A. On a tour of the facility on 09/08/10 at 0930, ten of eleven fire extinguishers observed were not current on monthly inspections. Eight of 10 fire extinguishers had monthly inspection tags with the most recent inspection date of 05/13/10. Three of 11 fire extinguishers had inspection tags that were blank with no inspection dates. Three of 11 fire extinguishers were marked with an annual maintenance date of September 2008 with an inspection due date of September 2009. The fire extinguishers overdue for inspection were observed at the following locations:
1) In the Patient Room Wing at the end of the corridor.
2) In the Boiler Room.
3) In the Patient Room Wing near the Nurse Station.
4) In the corridor at the Kitchen entrance.
5) In the Lab.
6) In the corridor near the Emergency Department.
7) Near the ambulance entrance in the Emergency Department.
8) In the corridor near Respiratory Therapy Room and Central Supply Room.

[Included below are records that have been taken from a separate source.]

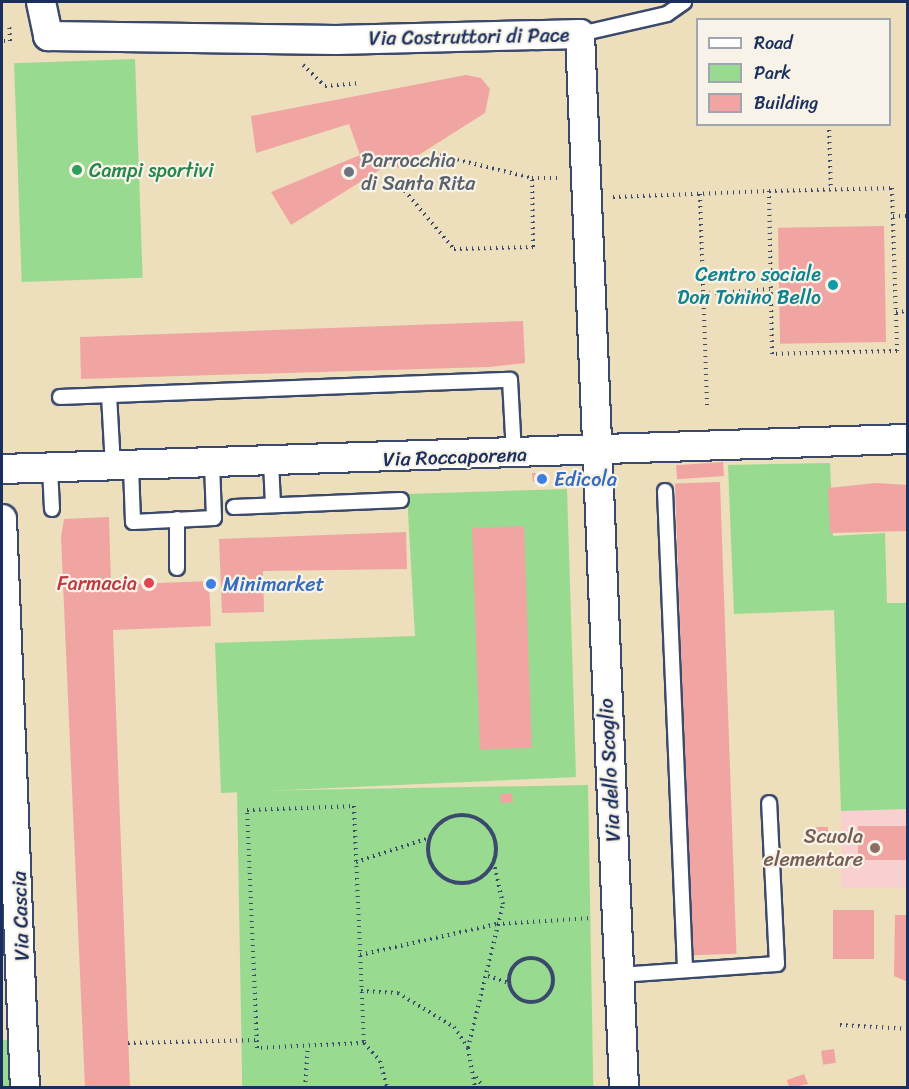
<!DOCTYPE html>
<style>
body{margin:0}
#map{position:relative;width:909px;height:1089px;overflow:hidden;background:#eddebc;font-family:Sriracha,sans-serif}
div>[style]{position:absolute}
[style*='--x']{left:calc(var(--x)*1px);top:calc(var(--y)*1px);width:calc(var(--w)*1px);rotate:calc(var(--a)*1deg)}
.built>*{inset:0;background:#f7d0cf;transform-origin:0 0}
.green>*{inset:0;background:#99da91;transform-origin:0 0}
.building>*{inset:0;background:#f0a5a2;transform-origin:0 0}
.path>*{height:4px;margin-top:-2px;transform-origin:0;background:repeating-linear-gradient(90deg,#3a496c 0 1.5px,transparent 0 6px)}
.path>.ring{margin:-2px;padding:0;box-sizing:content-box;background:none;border:4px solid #3a496c;border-radius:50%}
.roads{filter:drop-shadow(2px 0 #3a496c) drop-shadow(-2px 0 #3a496c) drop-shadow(0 2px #3a496c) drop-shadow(0 -2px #3a496c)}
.lane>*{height:14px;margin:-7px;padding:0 7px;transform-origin:7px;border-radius:7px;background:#fff}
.street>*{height:28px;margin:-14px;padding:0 14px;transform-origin:14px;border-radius:14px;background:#fff}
.dots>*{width:16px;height:16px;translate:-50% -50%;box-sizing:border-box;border:3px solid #f7f3e8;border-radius:50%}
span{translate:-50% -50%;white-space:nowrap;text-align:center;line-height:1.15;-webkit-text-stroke:4.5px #f7f3e8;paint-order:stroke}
.street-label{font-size:20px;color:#1b2f5e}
.worship-label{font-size:20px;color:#5b616d}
.left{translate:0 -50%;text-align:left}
.leisure-label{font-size:20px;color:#27864d}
.culture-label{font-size:20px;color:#0d838f}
.right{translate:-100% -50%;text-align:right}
.shop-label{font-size:20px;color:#366cbe}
.health-label{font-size:20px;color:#be3a42}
.education-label{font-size:20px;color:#785e54}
.frame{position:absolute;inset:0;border:3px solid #1b2f5e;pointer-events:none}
.legend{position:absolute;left:696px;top:18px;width:195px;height:108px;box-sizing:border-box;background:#f7f3e8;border:2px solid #9fa5b1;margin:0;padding:8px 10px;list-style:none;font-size:18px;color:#1b2f5e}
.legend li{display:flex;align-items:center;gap:12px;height:30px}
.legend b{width:30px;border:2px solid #9fa5b1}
</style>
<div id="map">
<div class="built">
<div style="left:907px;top:809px;width:79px;height:66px;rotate:90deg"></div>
</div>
<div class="green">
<div style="left:135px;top:59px;width:219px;height:121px;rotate:88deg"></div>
<div style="clip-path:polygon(830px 463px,833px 536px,885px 533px,887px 603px,907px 603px,907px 809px,841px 811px,834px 610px,734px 614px,728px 465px)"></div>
<div style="clip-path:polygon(567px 489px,576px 777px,221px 793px,215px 643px,415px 636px,407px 494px)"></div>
<div style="left:588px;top:785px;width:302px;height:351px;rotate:89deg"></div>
<div style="left:25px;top:1040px;width:47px;height:23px;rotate:90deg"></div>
</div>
<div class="building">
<div style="clip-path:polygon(466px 75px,481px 78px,490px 89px,485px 113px,398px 168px,394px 161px,291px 225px,271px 192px,360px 155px,349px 124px,256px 153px,251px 116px)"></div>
<div style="left:884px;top:226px;width:116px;height:106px;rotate:89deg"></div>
<div style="clip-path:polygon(523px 321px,525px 363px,489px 367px,81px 379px,80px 337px)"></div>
<div style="left:723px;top:462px;width:14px;height:47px;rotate:86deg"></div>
<div style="clip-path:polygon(532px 473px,547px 473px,547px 479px,533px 482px)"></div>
<div style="left:720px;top:482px;width:472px;height:45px;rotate:88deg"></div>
<div style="clip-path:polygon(876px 483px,908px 485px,908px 531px,830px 533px,828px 488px)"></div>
<div style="clip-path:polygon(109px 517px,111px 585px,209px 581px,211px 626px,113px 630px,130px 1088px,85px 1088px,61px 537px,64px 519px)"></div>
<div style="left:524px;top:526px;width:222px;height:52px;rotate:88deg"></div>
<div style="clip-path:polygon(406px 532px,407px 569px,263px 571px,264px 612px,222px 613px,219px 539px)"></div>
<div style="left:512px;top:793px;width:9px;height:12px;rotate:84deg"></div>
<div style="left:908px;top:826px;width:34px;height:50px;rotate:90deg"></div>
<div style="left:816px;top:827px;width:12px;height:14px"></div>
<div style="left:833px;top:910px;width:41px;height:49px"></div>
<div style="clip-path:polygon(895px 915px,908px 915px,908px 982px,894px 976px)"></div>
<div style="left:834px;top:1049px;width:14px;height:13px;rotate:82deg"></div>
<div style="clip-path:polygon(804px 1074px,808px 1084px,789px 1088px,787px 1080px)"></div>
</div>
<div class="path">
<div style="--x:4;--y:41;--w:6;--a:0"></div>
<div style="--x:10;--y:41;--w:18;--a:-93"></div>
<div style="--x:303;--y:65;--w:30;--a:44"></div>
<div style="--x:325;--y:86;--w:35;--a:-5"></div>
<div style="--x:829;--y:124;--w:66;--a:88.3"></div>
<div style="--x:434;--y:154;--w:101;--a:13.8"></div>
<div style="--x:532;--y:178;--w:28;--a:0"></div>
<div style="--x:393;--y:177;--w:94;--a:49.7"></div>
<div style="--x:454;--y:249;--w:79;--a:-1.5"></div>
<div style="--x:533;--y:247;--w:69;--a:-90.8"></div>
<div style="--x:892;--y:188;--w:163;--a:88.2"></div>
<div style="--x:897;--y:351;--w:125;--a:178.6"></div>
<div style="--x:772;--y:354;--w:163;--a:-91.1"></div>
<div style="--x:769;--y:191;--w:123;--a:-1.4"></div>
<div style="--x:700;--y:194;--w:212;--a:88.1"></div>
<div style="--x:613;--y:197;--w:156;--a:-2.2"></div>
<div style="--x:893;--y:216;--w:15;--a:0"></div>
<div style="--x:703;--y:294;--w:67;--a:-4.3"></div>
<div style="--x:896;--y:312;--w:12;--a:-5"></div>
<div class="ring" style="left:428px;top:815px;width:64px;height:64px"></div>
<div style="--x:356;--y:862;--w:77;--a:-18.2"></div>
<div style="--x:360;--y:955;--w:140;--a:-12.8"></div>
<div style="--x:497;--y:924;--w:95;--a:-3.6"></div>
<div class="ring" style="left:509px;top:958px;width:40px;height:40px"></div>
<div style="--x:488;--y:976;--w:22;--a:18"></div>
<div style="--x:361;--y:991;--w:37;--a:3"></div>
<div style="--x:398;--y:993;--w:66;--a:31.3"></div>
<div style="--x:454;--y:1027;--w:25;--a:56"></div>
<div style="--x:468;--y:1048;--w:41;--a:80.1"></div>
<div style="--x:840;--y:1025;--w:68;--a:3.4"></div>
<div style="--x:128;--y:1043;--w:129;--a:-1.3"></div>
<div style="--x:364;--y:1043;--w:107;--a:177.3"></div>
<div style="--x:257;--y:1048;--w:238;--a:-92.4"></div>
<div style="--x:247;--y:810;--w:107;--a:-2.1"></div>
<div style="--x:354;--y:806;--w:237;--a:87.6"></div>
<div style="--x:364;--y:1043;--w:24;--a:48"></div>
<div style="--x:380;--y:1061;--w:28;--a:75"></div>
<div style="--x:468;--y:1048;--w:148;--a:-76.3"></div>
<div style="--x:503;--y:904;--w:41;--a:-102.7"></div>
<div style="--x:476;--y:1077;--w:14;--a:54"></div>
<div style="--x:305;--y:1088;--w:42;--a:-85.9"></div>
</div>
<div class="roads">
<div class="lane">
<div style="--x:580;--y:34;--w:89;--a:-12.9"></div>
<div style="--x:667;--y:14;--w:21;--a:-35"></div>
<div style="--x:109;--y:395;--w:72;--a:86.8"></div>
<div style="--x:60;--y:397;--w:450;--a:-2.2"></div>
<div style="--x:510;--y:380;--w:75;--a:86.9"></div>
<div style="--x:271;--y:462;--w:43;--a:87.3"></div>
<div style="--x:131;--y:467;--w:55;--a:87.9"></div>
<div style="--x:133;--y:522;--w:81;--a:-2.8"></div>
<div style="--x:214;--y:518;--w:54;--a:-92.1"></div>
<div style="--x:50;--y:468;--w:41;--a:87.2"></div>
<div style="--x:665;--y:491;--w:479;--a:87.6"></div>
<div style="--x:234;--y:507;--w:167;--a:-2.4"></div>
<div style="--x:177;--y:568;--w:49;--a:-90"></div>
<div style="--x:619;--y:975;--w:158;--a:-4"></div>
<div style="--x:777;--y:964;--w:161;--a:-92.8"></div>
</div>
<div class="street">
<div style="--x:41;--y:2;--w:35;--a:78"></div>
<div style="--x:48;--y:36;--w:288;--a:0.8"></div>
<div style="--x:336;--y:40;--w:244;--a:-1.4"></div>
<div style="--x:580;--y:34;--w:1055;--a:87.61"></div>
<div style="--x:2;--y:469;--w:906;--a:-1.9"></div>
<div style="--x:2;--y:519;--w:569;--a:87.69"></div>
</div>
</div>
<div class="dots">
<div style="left:77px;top:170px;background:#2e9e5b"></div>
<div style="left:349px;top:172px;background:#6b7280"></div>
<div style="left:833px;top:285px;background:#0f9aa8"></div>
<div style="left:542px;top:479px;background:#3f7fe0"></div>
<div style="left:149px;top:583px;background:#e0444e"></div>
<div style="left:211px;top:584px;background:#3f7fe0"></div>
<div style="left:875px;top:848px;background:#8d6e63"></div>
</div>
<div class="street-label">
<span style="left:469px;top:37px;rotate:-1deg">Via Costruttori di Pace</span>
<span style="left:455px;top:457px;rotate:-2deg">Via Roccaporena</span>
<span style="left:610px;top:770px;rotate:-93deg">Via dello Scoglio</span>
<span style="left:21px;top:916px;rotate:-92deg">Via Cascia</span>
</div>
<div class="worship-label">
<span class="left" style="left:361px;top:172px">Parrocchia<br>di Santa Rita</span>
</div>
<div class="leisure-label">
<span class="left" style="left:89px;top:170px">Campi sportivi</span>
</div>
<div class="culture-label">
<span class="right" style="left:821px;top:286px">Centro sociale<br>Don Tonino Bello</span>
</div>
<div class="shop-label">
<span class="left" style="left:554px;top:479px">Edicola</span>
<span class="left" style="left:223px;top:584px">Minimarket</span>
</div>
<div class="health-label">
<span class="right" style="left:137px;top:583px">Farmacia</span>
</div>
<div class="education-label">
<span class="right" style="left:863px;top:848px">Scuola<br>elementare</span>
</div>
<div class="frame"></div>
<ul class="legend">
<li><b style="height:8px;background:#fff"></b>Road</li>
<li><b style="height:16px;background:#99da91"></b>Park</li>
<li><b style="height:16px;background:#f0a5a2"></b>Building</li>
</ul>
</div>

9) In the entrance alcove to the Respiratory Therapy Room and Central Supply Room.
10) In the corridor near the CT Scanner Room.
B. In an interview on 09/08/10 at 1430, the Director of Housekeeping and Laundry, whose role was the administrative director of maintenance operations in the facility, verified the fire extinguishers were overdue for monthly inspections and annual maintenance.